Prostaglandin E2 and the EP receptors in malignancy: possible therapeutic targets?

Abstract

Elevated expression of COX-2 and increased levels of PGE2 are found in numerous cancers and are associated with tumour development and progression. Although epidemiological, clinical and preclinical studies have shown that the inhibition of PGE2 synthesis through the use of either non-steroidal anti-inflammatory drugs (NSAIDs) or specific COX-2 inhibitors (COXibs) has the potential to prevent and treat malignant disease, toxicities due to inhibition of COX-2 have limited their use. Thus, there is an urgent need for the development of strategies whereby COX-2 activity may be reduced without inducing any side effects. The biological effects of PGE2 are mediated by signalling through four distinct E-type prostanoid (EP) receptors - EP1 , EP2 , EP3 and EP4 . In recent years, extensive effort has gone into elucidating the function of PGE2 and the EP receptors in health and disease, with the goal of creating selective inhibitors as a means of therapy. In this review, we focus on PGE2 , and in particular on the role of the individual EP receptors and their signalling pathways in neoplastic disease. As knowledge concerning the role of the EP receptors in cancer grows, so does the potential for exploiting the EP receptors as therapeutic targets for the treatment of cancer and metastatic disease.

Figure 1

Prostaglandin E₂ biosynthesis. Following its release from cellular membranes through the actions of phospholipase A₂ family members, arachidonic acid is converted to PGH₂ through the activity of the COX enzymes.
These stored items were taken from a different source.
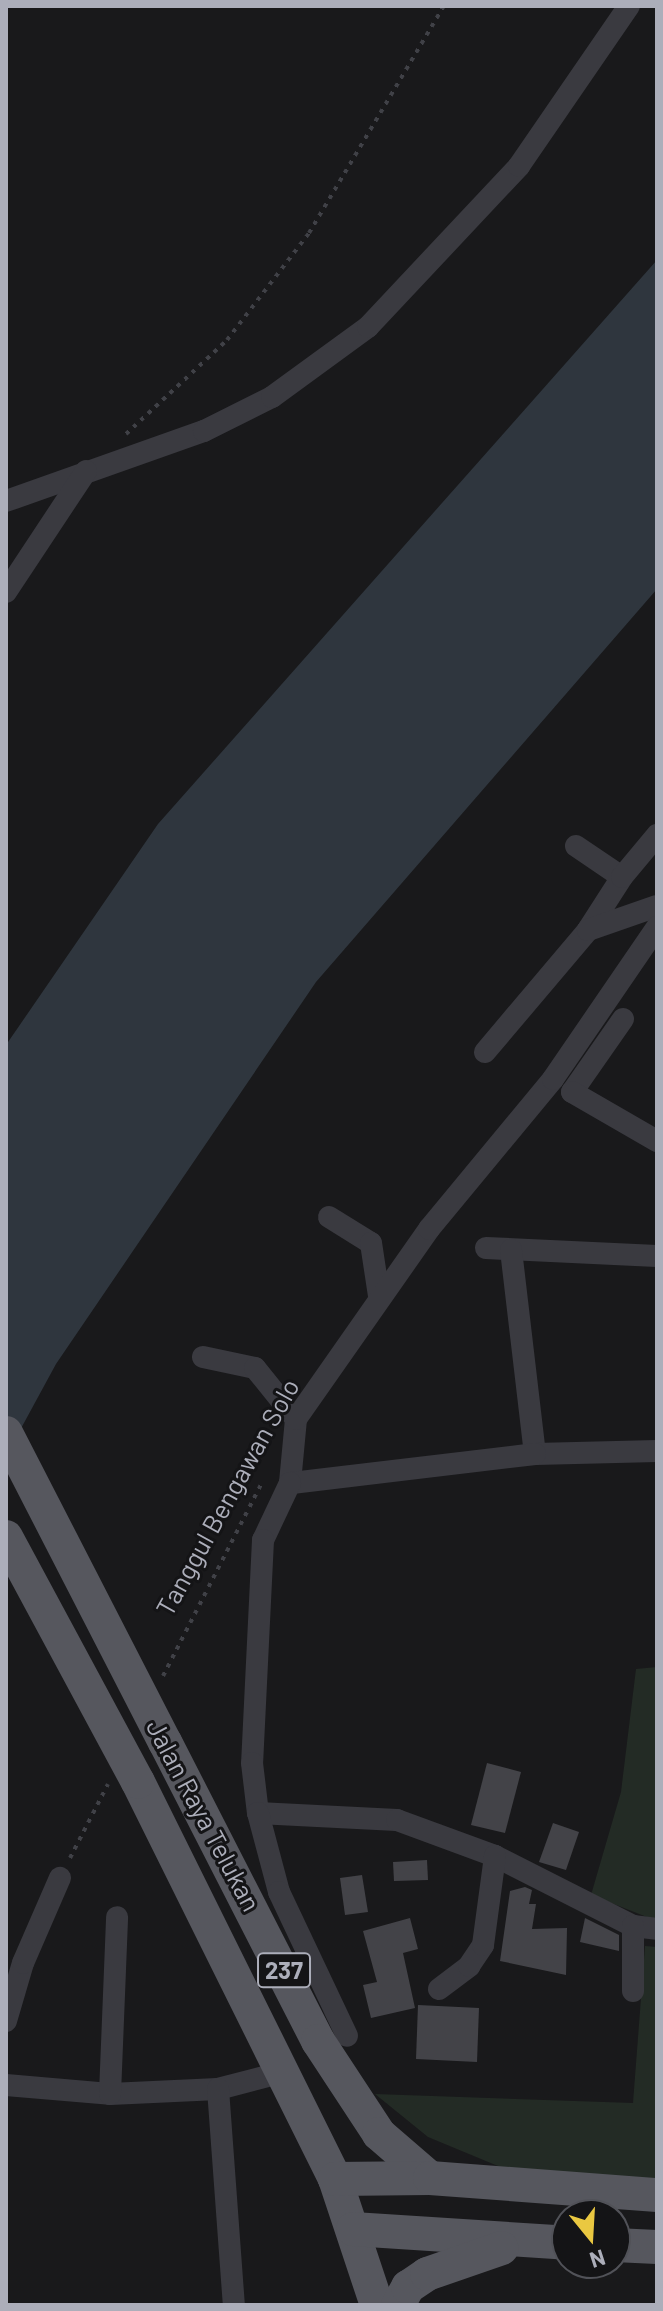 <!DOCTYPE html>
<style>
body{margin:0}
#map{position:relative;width:663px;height:2311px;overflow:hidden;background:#19191b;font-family:Barlow,sans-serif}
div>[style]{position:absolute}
.green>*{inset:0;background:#232b25}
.water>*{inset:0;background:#2f363e}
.building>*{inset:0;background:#434348}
.path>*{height:4px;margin-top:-2px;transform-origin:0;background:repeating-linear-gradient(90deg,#404147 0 4px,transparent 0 10px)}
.minor>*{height:22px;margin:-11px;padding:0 11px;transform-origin:11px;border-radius:11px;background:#3a3a40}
.primary>*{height:34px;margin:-17px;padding:0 17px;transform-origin:17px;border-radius:17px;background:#56575e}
.primary-bridge>*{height:34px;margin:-17px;padding:0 17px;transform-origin:17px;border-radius:17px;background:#56575e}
span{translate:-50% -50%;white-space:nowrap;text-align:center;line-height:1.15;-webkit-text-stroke:6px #141416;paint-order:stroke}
.shield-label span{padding:2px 6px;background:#141416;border:2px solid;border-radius:6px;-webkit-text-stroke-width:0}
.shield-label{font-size:24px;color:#acaeba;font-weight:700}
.street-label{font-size:26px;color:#acaeba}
.frame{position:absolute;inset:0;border:8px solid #acaeba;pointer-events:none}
.north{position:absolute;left:551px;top:2199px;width:80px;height:80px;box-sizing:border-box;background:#141416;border:2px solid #515258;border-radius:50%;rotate:162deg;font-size:22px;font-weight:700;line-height:32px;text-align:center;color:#acaeba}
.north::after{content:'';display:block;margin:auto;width:28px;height:36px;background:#eac841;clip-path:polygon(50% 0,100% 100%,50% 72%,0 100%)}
</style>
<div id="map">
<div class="green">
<i style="clip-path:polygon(657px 1667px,657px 1921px,591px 1895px,621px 1792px,636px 1669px)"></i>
<i style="clip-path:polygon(645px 1946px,657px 1947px,657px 2180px,517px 2174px,428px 2137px,375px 2094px,633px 2103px)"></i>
</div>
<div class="water">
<i style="clip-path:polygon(657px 260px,657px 589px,316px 982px,56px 1364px,6px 1456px,6px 1045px,158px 824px)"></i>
</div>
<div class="building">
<i style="clip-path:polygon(487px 1763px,521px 1772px,505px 1833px,471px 1825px)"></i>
<i style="clip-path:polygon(553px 1823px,579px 1832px,566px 1870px,539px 1862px)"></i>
<i style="clip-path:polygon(427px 1860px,428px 1880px,394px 1881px,393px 1862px)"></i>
<i style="clip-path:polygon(362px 1875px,368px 1912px,345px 1915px,340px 1878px)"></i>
<i style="clip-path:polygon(525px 1887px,532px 1890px,529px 1904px,536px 1904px,532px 1929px,567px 1928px,566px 1975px,500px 1961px,510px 1891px)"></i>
<i style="clip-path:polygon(410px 1918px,418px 1949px,403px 1953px,415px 2008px,371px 2018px,363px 1985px,377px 1982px,363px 1931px)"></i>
<i style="clip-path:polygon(585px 1918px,619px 1935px,619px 1951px,580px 1942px)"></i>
<i style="clip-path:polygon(418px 2005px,479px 2008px,477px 2062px,416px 2059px)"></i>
</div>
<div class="path">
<i style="left:126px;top:434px;width:138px;rotate:-42.9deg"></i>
<i style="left:227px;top:340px;width:135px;rotate:-52.5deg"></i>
<i style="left:309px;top:233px;width:264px;rotate:-59.3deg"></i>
<i style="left:163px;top:1676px;width:219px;rotate:-62.9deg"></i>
<i style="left:70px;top:1858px;width:83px;rotate:-62.8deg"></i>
</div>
<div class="minor">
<i style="left:6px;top:501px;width:210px;rotate:-19.5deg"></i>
<i style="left:204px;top:431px;width:76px;rotate:-26.6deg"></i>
<i style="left:272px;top:397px;width:119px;rotate:-36.1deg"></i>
<i style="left:368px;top:327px;width:221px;rotate:-46.8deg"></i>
<i style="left:519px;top:166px;width:194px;rotate:-55.5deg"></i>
<i style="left:6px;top:592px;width:145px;rotate:-56.5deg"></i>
<i style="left:576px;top:846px;width:55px;rotate:34deg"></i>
<i style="left:622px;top:877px;width:63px;rotate:122.7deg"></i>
<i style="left:622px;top:877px;width:55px;rotate:-50.2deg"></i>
<i style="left:623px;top:1019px;width:89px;rotate:124.9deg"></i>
<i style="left:572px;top:1092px;width:98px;rotate:30deg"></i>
<i style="left:485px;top:1052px;width:160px;rotate:-49.8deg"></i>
<i style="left:588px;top:930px;width:73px;rotate:-19.2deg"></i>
<i style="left:329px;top:1217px;width:49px;rotate:31.8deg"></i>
<i style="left:371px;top:1243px;width:54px;rotate:81.4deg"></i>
<i style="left:486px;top:1248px;width:171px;rotate:2.7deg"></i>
<i style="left:511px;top:1250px;width:205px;rotate:83.3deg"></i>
<i style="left:203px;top:1357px;width:53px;rotate:11.9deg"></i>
<i style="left:255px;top:1368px;width:65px;rotate:51.2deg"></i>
<i style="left:296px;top:1419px;width:64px;rotate:95.4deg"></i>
<i style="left:296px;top:1419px;width:232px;rotate:-55deg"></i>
<i style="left:429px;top:1229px;width:195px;rotate:-50.4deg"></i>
<i style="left:553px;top:1079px;width:184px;rotate:-55.6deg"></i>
<i style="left:657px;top:1451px;width:122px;rotate:178.6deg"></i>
<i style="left:535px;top:1454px;width:247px;rotate:173.2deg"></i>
<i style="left:290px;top:1483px;width:63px;rotate:115.3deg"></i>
<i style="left:263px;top:1540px;width:223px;rotate:92.8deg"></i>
<i style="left:252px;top:1763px;width:50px;rotate:83.2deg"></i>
<i style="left:258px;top:1813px;width:139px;rotate:2.9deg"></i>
<i style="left:397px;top:1820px;width:104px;rotate:20.2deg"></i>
<i style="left:495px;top:1856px;width:155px;rotate:26.9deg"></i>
<i style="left:633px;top:1926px;width:24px;rotate:7deg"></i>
<i style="left:258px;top:1813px;width:82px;rotate:75.1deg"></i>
<i style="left:279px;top:1892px;width:159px;rotate:64.7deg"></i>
<i style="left:439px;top:1989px;width:38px;rotate:-37deg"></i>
<i style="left:469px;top:1966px;width:25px;rotate:-56deg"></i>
<i style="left:483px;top:1945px;width:90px;rotate:-82.3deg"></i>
<i style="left:633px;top:1991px;width:65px;rotate:-90deg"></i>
<i style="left:6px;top:2021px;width:60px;rotate:-73.7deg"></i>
<i style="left:23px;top:1963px;width:93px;rotate:-66.5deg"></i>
<i style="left:6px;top:2085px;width:104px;rotate:4.9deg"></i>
<i style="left:110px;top:2094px;width:108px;rotate:-2.7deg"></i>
<i style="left:218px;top:2089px;width:67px;rotate:-14.7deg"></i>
<i style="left:218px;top:2089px;width:217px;rotate:85.8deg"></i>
<i style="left:110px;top:2094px;width:177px;rotate:-87.7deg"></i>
</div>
<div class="primary">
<i style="left:165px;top:1742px;width:336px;rotate:62.9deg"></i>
<i style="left:318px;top:2041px;width:111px;rotate:56.7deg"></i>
<i style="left:379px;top:2134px;width:67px;rotate:40.8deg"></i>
<i style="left:138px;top:1782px;width:443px;rotate:63.6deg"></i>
<i style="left:335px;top:2179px;width:133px;rotate:71.6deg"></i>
<i style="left:335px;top:2179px;width:95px;rotate:-0.6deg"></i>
<i style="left:430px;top:2178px;width:228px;rotate:4.3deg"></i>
<i style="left:353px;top:2229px;width:214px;rotate:3.7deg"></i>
<i style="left:615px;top:2245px;width:42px;rotate:2.7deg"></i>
<i style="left:398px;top:2305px;width:21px;rotate:-61deg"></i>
<i style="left:408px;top:2287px;width:23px;rotate:-34deg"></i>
<i style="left:427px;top:2274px;width:79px;rotate:-19.1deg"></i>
</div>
<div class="primary-bridge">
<i style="left:6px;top:1433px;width:348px;rotate:62.8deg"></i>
<i style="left:6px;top:1537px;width:278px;rotate:61.7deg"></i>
</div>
<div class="shield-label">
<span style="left:284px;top:1970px">237</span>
</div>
<div class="street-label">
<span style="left:227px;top:1497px;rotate:-61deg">Tanggul Bengawan Solo</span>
<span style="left:204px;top:1815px;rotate:62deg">Jalan Raya Telukan</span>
</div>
<div class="frame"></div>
<div class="north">N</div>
</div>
COX‐1 is constitutively expressed at basal levels in many cells, generating low levels of PGs that are cytoprotective and maintain homeostasis. In contrast, COX‐2 is normally absent from most cells but is induced in response to a variety of stimuli including growth factors and cytokines. PGH₂ is rapidly converted to PGE₂ by one of three PGE₂ synthases – cPGES, mPGES‐1 or mPGES‐2. PGE₂ is degraded, in turn, into 15‐keto PGE₂ by 15‐PGDH. PGE₂ signals through four GPCRs, EP₁, EP₂, EP₃ and EP₄. NSAIDs and COXibs, which block the activity of the COX enzymes, and inhibitors of the PGE₂ synthases can potentially suppress the pro‐tumorigenic effects of PGE₂ by reducing its synthesis. Alternatively, targeting the individual EP receptors may suppress the activity of PGE₂.

Figure 2

Canonical signalling pathways activated by the EP receptors. The EP receptors are high‐affinity GPCRs characterized by the activation of different signalling pathways. (A) EP₁ receptors couple to Gαq protein and mediate signalling events by activation of PLC. This results in the elevation of cytoplasmic signalling intermediates including IP3 and DAG, an increase in intracellular Ca²⁺, leading to the activation of PKC. (B) and (C) EP₂ and EP₄ receptors are linked to Gαs proteins and function by inducing the adenylate cyclase (AC) system, increasing the level of the secondary messenger cAMP and activating PKA. The receptors can also activate the PI3K signalling pathway by phosphorylation induced by GPCR kinases. This ultimately results in the triggering of NF‐κB‐mediated transcription programmes. (D) The EP₃ receptors are unique in their ability to couple to multiple G proteins. Activation of Gi proteins results in the inhibition of adenylate cyclase, whereas signalling through Gs results in cAMP production. EP₃ receptors can also be coupled to G_12/13 proteins, resulting in the activation of the small G protein Rho.

Figure 3

Transactivation of the EGFR by PGE₂. Signalling through the EP₁, EP₂ or EP₄ receptors by PGE₂ activates c‐Src, which in turn activates the EGFR, either directly via phosphorylation or indirectly through the induction of MMP activity. Cleavage of the pro‐form of TGFα releases the active TGFα, the ligand for EGFR. Activation of c‐Src by the EP₂ and EP₄ receptors may involve the recruitment of β‐arrestin1 to the receptor. This triggers the dephosphorylation of β‐arrestin, thus allowing its association with c‐Src, with β‐arrestin1 subsequently activating c‐Src.